Before Maria stood what appeared to be a human woman unlike any she had seen before, newly birthed from the twisted chrysalis. The naked figure stood amid the puddle of grimm, her skin impossibly white and marked with sprawling, protruding blood vessels of shimmering red and black that looked almost threatening in nature. The branches of the veins were long, meandering, and prominent, adding alien texture to the mysterious woman's skin in a way that didn't look at all human. They formed patterns that Maria didn't recognize, curving up along the sides of the stranger's torso and beneath her breasts in a formation that almost looked like gills. In the center of her forehead was an ovular shape that seemed to be made of the same writhing, bulging material as the tubing. The structure softly pulsed, confirming that it was more alive than a simple decoration.

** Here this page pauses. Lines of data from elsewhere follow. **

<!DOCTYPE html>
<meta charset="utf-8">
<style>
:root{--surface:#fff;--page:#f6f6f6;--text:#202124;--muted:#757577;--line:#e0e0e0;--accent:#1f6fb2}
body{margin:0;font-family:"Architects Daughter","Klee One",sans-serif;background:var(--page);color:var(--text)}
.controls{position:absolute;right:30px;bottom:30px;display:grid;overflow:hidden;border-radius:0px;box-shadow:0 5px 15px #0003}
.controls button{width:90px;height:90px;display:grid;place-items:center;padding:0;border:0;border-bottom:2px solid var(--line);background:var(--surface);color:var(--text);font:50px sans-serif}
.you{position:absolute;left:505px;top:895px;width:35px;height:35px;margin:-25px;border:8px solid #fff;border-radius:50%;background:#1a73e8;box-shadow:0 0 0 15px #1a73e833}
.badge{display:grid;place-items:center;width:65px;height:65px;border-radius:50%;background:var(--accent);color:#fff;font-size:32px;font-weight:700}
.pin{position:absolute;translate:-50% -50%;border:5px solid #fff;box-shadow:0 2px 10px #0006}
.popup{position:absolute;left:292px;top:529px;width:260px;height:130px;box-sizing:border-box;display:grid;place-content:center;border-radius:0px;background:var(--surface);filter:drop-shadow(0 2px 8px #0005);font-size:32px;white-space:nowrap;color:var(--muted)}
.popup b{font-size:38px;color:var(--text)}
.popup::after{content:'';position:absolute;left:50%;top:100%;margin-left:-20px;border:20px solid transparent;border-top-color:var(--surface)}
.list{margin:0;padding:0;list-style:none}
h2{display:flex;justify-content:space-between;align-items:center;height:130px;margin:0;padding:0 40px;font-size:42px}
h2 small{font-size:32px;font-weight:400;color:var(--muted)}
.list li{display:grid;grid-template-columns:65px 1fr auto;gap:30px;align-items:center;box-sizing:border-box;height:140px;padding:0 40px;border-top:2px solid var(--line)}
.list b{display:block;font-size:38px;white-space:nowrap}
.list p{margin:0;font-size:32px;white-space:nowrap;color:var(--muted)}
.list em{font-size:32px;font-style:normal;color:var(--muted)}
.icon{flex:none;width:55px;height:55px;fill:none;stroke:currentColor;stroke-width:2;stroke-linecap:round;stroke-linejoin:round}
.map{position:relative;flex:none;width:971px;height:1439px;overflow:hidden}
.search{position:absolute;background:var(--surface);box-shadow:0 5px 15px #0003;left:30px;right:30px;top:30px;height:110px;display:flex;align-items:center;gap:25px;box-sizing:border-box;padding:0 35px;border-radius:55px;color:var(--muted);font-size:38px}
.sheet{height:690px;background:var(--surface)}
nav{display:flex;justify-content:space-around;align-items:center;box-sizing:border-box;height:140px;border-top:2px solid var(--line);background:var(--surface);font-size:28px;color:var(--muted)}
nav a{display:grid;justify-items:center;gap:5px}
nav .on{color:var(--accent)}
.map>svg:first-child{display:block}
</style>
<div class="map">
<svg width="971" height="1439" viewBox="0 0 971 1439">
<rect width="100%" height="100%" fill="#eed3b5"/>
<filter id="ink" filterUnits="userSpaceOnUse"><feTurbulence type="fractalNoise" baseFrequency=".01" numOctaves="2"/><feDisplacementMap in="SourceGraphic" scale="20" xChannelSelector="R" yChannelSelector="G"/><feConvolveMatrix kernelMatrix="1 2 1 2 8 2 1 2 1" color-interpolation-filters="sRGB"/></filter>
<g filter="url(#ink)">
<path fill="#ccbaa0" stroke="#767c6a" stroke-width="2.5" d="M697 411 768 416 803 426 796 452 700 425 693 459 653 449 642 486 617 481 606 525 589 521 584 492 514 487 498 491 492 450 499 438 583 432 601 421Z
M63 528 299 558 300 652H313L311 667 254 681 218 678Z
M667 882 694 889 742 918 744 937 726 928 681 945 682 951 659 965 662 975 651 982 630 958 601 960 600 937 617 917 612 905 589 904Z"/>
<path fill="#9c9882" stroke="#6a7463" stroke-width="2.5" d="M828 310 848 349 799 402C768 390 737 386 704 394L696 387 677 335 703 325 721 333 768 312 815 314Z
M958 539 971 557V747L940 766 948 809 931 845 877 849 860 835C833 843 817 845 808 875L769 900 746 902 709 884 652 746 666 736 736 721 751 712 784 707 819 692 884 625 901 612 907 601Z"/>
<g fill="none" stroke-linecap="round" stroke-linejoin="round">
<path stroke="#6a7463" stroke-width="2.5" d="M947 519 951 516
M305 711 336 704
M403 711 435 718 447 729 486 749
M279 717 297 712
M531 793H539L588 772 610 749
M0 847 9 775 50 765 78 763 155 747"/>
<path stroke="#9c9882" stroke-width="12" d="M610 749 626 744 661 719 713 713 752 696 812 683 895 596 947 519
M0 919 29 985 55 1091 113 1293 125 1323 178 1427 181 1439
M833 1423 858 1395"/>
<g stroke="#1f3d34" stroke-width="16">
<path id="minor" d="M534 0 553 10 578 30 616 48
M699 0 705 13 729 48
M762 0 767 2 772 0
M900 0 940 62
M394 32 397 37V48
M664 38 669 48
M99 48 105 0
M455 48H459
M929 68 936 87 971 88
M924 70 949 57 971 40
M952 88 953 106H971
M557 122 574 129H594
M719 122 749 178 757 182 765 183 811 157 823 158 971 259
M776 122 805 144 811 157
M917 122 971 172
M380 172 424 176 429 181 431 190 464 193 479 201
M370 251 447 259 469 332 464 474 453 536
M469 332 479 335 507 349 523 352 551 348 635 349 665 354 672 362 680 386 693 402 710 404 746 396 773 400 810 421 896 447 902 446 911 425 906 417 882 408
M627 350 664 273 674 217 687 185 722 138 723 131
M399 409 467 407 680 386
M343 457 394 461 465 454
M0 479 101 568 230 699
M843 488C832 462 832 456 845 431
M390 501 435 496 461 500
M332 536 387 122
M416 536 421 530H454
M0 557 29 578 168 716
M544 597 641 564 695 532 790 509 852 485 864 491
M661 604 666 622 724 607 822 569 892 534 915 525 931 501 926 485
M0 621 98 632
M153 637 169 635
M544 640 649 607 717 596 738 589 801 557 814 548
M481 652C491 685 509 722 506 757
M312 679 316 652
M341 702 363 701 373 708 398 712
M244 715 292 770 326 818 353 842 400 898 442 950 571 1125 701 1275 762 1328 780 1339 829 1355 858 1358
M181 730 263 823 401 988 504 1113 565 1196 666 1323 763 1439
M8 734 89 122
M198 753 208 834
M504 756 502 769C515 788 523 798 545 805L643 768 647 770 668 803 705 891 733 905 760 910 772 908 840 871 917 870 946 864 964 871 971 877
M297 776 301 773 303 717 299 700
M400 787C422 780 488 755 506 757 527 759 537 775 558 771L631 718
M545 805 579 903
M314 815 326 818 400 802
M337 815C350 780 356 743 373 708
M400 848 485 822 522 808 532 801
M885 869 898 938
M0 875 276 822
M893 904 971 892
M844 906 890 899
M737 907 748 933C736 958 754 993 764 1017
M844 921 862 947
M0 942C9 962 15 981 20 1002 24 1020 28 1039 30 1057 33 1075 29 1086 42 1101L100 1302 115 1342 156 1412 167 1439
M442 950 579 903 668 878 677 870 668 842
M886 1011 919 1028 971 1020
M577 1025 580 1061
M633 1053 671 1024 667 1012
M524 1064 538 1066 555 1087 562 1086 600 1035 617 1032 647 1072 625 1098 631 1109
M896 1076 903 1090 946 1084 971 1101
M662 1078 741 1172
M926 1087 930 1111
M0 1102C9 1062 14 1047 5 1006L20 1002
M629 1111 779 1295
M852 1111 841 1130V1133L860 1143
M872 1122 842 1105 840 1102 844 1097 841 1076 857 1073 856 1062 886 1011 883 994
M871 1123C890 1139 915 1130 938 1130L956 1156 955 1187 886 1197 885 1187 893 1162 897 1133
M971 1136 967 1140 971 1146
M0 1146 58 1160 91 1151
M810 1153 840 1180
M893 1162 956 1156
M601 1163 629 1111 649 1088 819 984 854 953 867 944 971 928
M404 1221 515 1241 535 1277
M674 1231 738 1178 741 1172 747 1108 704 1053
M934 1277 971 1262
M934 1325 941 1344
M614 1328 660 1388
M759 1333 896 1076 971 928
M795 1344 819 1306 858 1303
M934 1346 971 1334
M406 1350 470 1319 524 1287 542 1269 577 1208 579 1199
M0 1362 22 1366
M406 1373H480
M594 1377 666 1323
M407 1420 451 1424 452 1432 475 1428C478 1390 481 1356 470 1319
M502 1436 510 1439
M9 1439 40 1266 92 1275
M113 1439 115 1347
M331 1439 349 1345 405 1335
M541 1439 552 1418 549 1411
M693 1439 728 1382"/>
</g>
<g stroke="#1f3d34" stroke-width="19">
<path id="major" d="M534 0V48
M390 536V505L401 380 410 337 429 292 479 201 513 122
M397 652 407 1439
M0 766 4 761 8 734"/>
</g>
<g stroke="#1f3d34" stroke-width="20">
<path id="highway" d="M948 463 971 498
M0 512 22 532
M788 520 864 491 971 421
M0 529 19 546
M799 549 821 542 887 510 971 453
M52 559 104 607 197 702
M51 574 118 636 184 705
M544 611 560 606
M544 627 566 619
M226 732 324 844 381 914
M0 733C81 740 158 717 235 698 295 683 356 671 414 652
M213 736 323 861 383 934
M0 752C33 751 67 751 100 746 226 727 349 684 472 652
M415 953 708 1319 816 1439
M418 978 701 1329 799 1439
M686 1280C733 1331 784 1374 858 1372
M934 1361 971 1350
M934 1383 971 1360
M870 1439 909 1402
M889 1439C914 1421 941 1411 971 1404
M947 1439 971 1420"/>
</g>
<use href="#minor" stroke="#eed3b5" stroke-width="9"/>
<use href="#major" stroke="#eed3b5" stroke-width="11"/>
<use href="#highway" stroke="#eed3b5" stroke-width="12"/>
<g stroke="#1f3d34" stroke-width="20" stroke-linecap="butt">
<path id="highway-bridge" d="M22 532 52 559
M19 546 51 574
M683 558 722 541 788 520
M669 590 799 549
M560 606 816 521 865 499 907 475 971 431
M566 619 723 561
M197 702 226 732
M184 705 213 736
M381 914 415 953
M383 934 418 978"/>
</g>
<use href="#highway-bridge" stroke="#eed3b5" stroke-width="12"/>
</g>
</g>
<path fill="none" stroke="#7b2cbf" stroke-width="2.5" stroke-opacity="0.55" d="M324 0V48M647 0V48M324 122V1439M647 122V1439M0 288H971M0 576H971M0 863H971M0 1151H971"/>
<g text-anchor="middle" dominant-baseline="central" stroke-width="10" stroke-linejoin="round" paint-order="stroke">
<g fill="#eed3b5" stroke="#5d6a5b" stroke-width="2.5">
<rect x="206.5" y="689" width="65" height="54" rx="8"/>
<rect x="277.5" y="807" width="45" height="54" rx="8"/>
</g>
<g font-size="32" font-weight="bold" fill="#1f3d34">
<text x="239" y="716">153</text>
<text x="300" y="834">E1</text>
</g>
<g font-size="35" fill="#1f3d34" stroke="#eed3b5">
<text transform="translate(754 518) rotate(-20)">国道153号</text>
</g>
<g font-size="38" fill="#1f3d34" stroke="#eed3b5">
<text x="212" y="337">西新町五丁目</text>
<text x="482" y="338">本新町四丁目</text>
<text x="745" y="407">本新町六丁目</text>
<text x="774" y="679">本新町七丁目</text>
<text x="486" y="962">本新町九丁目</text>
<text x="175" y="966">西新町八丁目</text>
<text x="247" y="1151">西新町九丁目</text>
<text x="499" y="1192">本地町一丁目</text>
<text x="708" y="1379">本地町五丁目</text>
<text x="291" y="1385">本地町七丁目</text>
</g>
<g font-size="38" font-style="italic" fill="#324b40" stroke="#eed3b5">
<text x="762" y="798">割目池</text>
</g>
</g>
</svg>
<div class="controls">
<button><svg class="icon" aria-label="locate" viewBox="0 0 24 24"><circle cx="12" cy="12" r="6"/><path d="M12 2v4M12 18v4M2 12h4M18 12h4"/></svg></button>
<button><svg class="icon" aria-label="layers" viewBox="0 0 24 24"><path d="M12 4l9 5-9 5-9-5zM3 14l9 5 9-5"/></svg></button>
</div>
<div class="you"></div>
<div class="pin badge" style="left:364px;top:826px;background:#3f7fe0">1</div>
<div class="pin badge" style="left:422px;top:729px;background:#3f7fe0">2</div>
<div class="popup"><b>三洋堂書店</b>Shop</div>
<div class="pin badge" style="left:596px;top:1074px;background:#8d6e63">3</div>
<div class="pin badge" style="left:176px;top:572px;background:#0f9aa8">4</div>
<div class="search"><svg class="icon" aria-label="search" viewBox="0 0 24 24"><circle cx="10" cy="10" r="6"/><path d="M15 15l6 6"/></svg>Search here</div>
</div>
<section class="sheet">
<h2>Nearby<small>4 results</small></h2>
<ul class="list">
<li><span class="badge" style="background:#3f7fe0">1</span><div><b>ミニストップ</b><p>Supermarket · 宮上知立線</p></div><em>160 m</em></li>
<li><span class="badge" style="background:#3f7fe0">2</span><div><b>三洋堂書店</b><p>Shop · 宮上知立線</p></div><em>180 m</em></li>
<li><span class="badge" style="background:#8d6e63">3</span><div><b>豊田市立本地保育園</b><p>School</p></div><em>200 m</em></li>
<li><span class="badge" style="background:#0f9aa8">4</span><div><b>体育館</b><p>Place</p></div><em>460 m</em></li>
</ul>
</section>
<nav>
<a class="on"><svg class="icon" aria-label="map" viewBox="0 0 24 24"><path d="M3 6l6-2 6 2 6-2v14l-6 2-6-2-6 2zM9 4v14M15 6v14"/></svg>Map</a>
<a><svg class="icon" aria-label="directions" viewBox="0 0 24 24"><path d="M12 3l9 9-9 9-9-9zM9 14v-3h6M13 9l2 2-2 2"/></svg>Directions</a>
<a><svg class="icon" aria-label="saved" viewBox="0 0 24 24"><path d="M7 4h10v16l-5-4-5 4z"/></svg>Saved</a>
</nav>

Long, spindly white hair slick with grimm material clung to the woman's body, reaching down almost to the small of her back and wrapping around her arms. The sclera of her eyes were an unnatural black, and her pupils were slitted almost like a cat's, surrounded by blood red irises. She appeared entirely unashamed by her state of undress, the slithering goop slowly crawling down her skin leaving her more unclothed with every passing second. In fact, she was entirely emotionless, her gaze locked upon Maria's as the two stood staring at each other in silence. Maria couldn't think of a quip for what felt like the first time in her life. Though she didn't know who or what specifically she was looking at, she knew that the woman was what Professor Ozpin had been so afraid of.
She knew that she was looking at grimm itself made manifest in a way that defied the natural order.
"…you have the stance of a trained warrior," the visitor stated plainly, her tone almost alluring. "Too practiced and relaxed in a way that amateurs wouldn't understand. A Beacon Academy graduate, perhaps? One of Ozma's prized fighters? One that he would… miss?"
Maria had to focus as hard as she could not to tense up at the threatening words. The woman's voice cut through her very soul, and she knew immediately that for once, she was in legitimate danger.
"Who are you?" Maria asked as she tightened her grip on her weapons. "Why are you killing innocent people?"
"None of your kind are innocent," the woman replied. "But I will give you one chance at survival, all the same- tell me where it is, and you will leave this place alive."
Maria's mind and heart were racing. She had no idea what the woman was referring to… but it didn't matter. If she got what she wanted, she would become an even greater threat. That much was clear.
"…I'm not telling you a fucking thing," Maria spat.
Time almost seemed to slow. Her Semblance warned her that something was about to happen- that the writhing pool beneath the woman was about to move. Without a second thought, Maria leapt backward as the intruder's face twisted into a scowl and shimmering, multicolored wisps manifested around her fingertips.
Maria Calavera knew that she was in for the fight of her life.